Ana de Castro Osório tem a parte pedagógica que é extremamente importante, assentando em dois pilares: na literatura para crianças e nos manuais escolares, os quais são mais livros de leitura para a 2.ª, 3.ª, 4.ª e 5.ª classe. Sendo profundamente narcisista na correspondência, achava que o que escrevia era de qualidade e achava que as crianças do ensino primário deviam ter acesso aos livros dela, porque são aqueles que melhor formam os futuros cidadãos., já que faziam a defesa da história pátria e de valores, na altura, republicanos; e na literatura infantil, não deixa de ser espantoso, ela é considerada a principal responsável e divulgadora da literatura infantil, lançando em 1897 a “Colecção para as Crianças”, a qual teve um enorme sucesso, indo buscar vas suas história ao património oral português, alguns originais seus, fez traduções dos principais autores estrangeiros e foi buscar um conjunto de vários de ilustradores, nomeadamente Leal da Câmara, conseguindo criar uma rede única em torno dela (nem mesmo Maria Lamas conseguiu criar uma rede como Ana de Castro Osório criou!) São livros acessíveis, com uma linguagem muito simples, com muitos diálogos, valores de natureza e da Pátria, com uma enorme preocupação do aspecto gráfico e com um conteúdo altamente moral. Cria paralelamente o “Jornal dos Pequeninos”, no qual realiza a publicidade dos seus livros. Esta parte pedagógica é essencial. E depois o que é que ela tenta? Que as escolas do ensino primário adquiram os seus livros; e os seus livros de leitura tenta que a Monarquia os adopte nas escolas, não os aceitando: segundo o conselho pedagógico da época eram livros maus traduzidos, denotando-se que ela era fortemente influenciada pela literatura estrangeira, tornando-se então republicana pelo facto da Monarquia não lhe ter aberto as portas às suas publicações. Fazia não só as suas versões para Portugal, como igualmente para o Brasil. Aliás, o facto de ela ser extremamente ambiciosa, não é propriamente um facto negativo. O Brasil, aliás, nunca lhe abriu as portas, apesar de lá ter ido algumas vezes, e fazendo conferências. E depois tinha uma enorme preocupação para estes livros: formar as crianças em valores diferentes: natureza, cidadania e morais (defendendo claramente o laicismo, não se afectando com a religião, e defendendo até 1903 a razão, a ciência, defendendo a escola laica).

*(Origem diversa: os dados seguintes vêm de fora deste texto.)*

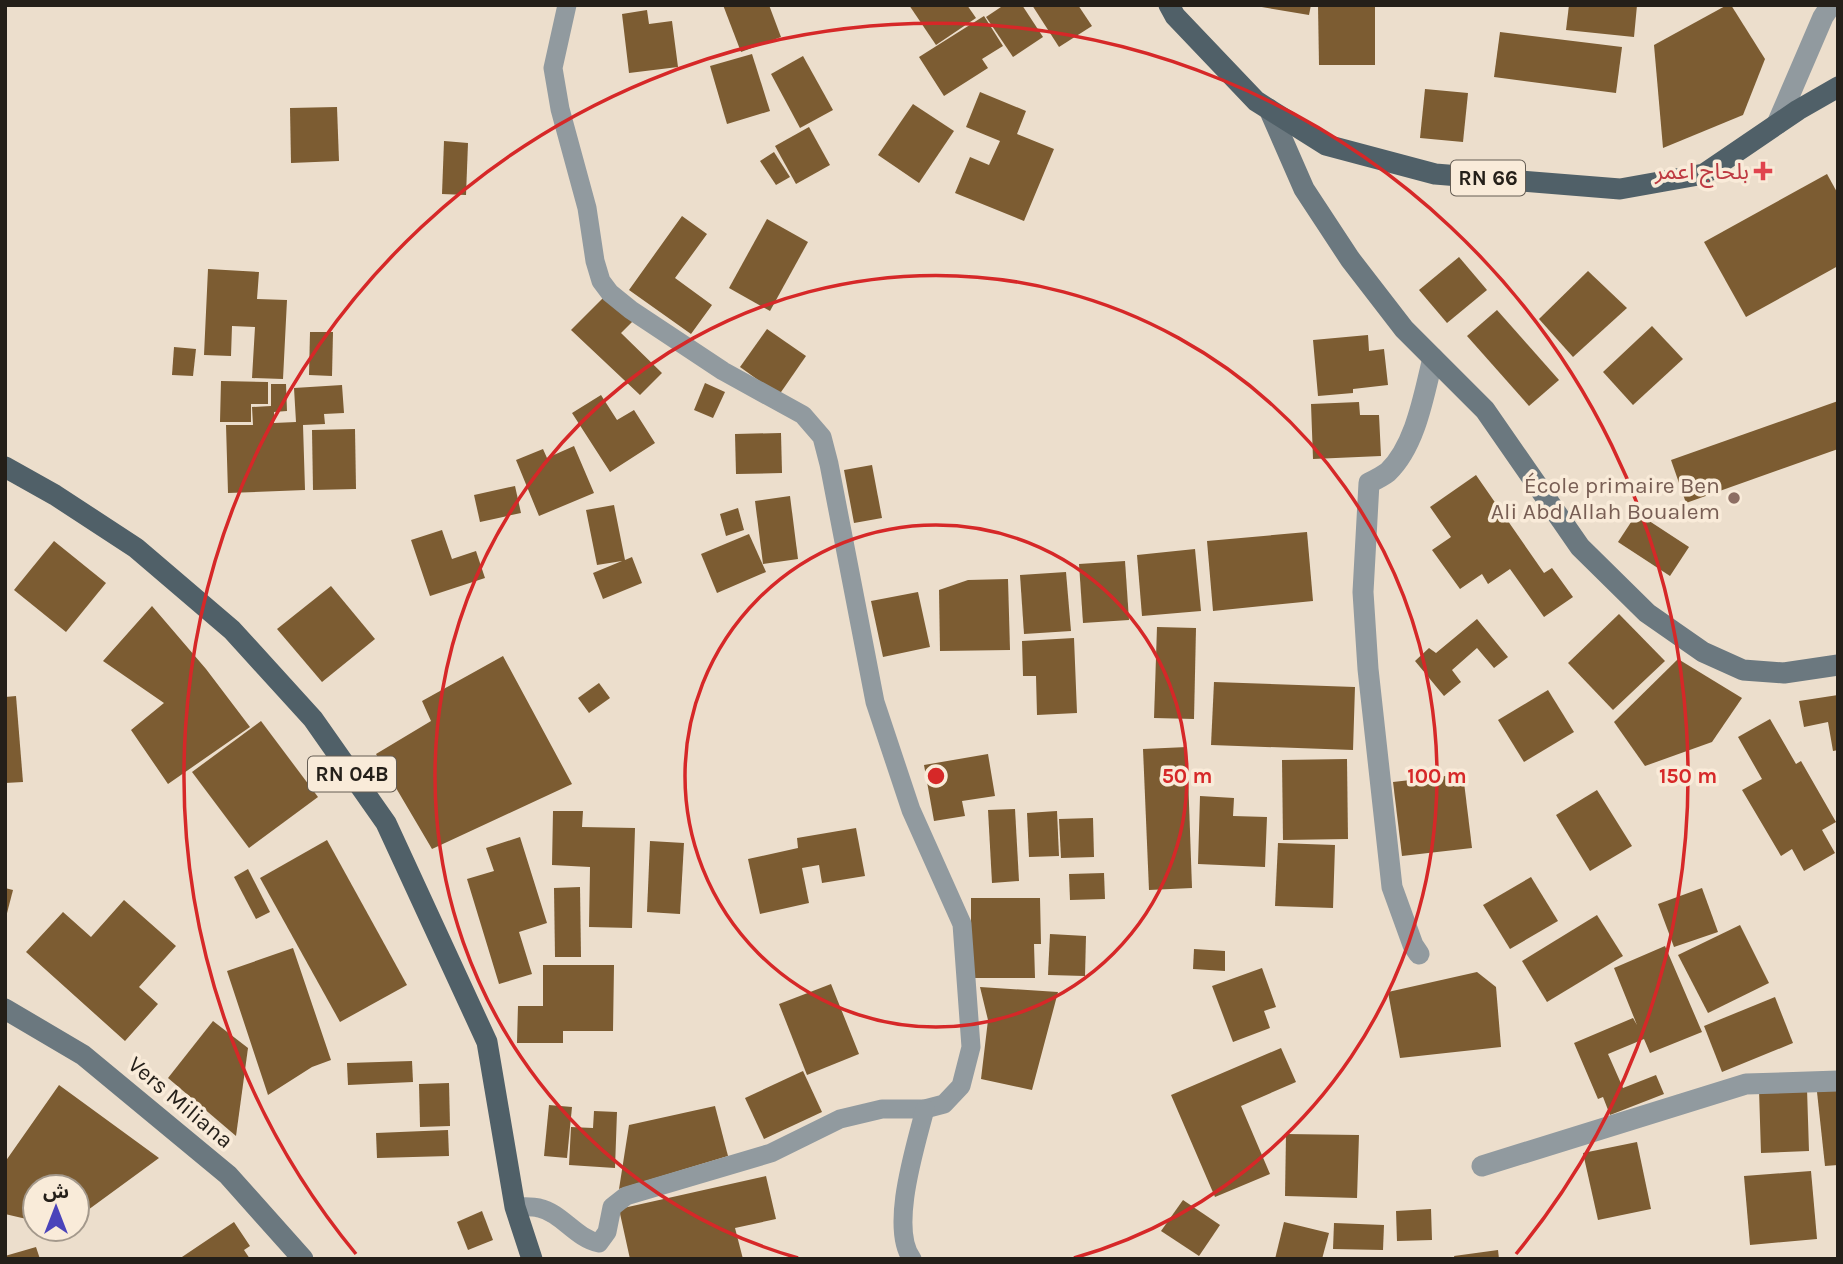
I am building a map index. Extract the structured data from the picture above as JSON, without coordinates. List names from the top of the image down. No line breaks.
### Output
{"streets":{"main road":["RN 66","RN 04B"],"street":["Vers Miliana"]},"places":{"health":["بلحاج اعمر"],"other":["École primaire Ben Ali Abd Allah Boualem"]},"north":"top","rings":["50 m","100 m","150 m"]}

Contudo, a República não lhe dá nada: Ana de Castro Osório que tinha lutado no plano político e no plano das ideias, construiu manuais em defesa da história Pátria, a República não lhe deu saída. Em 1916 foi sub-isnpectora do trabalho, fiscalizando o trabalho feminino, só que o mundo de Ana de Castro Osório não tinha nada a ver com o mundo operário; e as feministas achavam que ela era uma burguesa, que não tinha nada que ver com os problemas das operárias. Não foi reconhecida pela Monarquia como escritora, a República não lhe deu a saída que ela esperava, embora os livros para crianças tivessem sido vendidos dezenas de milhares de exemplares, tendo sido a escritora mais divulgada, vai-se tornando numa mulher claramente diferente, dedicando-se à literatura; e o que é espantoso aqui é que ela vai fazer livros contra o divórcio! Uma mulher como Ana de Castro Osório que defendeu a independência económica da mulher através do trabalho, que esteve na feitura da Lei do Divórcio, agora já diz, nos anos vinte, que a mulher burguesa deve fazer um bom casamento e só as outras, as operárias, é que devem trabalhar para ajudar na casa; a mulher burguesa deve aguentar o casamento, apoiar o marido e ter filhos, e fazer destes bons cidadãos, educa-los nos valores pátrios, e deve, igualmente, contribuir para a pureza da raça, não podendo a mulher burguesa casar com qualquer um! Quando está a escrever estes livros, não se deu conta, ou se calhar até deu, que defendia algo que tinha combatido e, contudo, o facto é que acabou por pensá-lo, tendo tudo isto a ver com a questão do seu reconhecimento. Defensora do divórcio, agora acha que a mulher, mesmo tendo dúvidas, não se deve divorciar, mesmo que o marido tenha outras!
Mas são estas contrariedades que dão a Ana de Castro Osório uma certa riqueza: é daquelas personagens que não se consegue colocar aqui ou acolá, ficando sempre na história como republicana (basta estar no quadro de Roque Gameiro, basta estar associada à Lei do Divórcio ou à Liga Republicana) mas também fica na história como uma nacionalista (daí ter o seu busto na Liga dos Combatentes), e fica também, apesar de não se lhe dar grande importância, como escritora de literatura infantil.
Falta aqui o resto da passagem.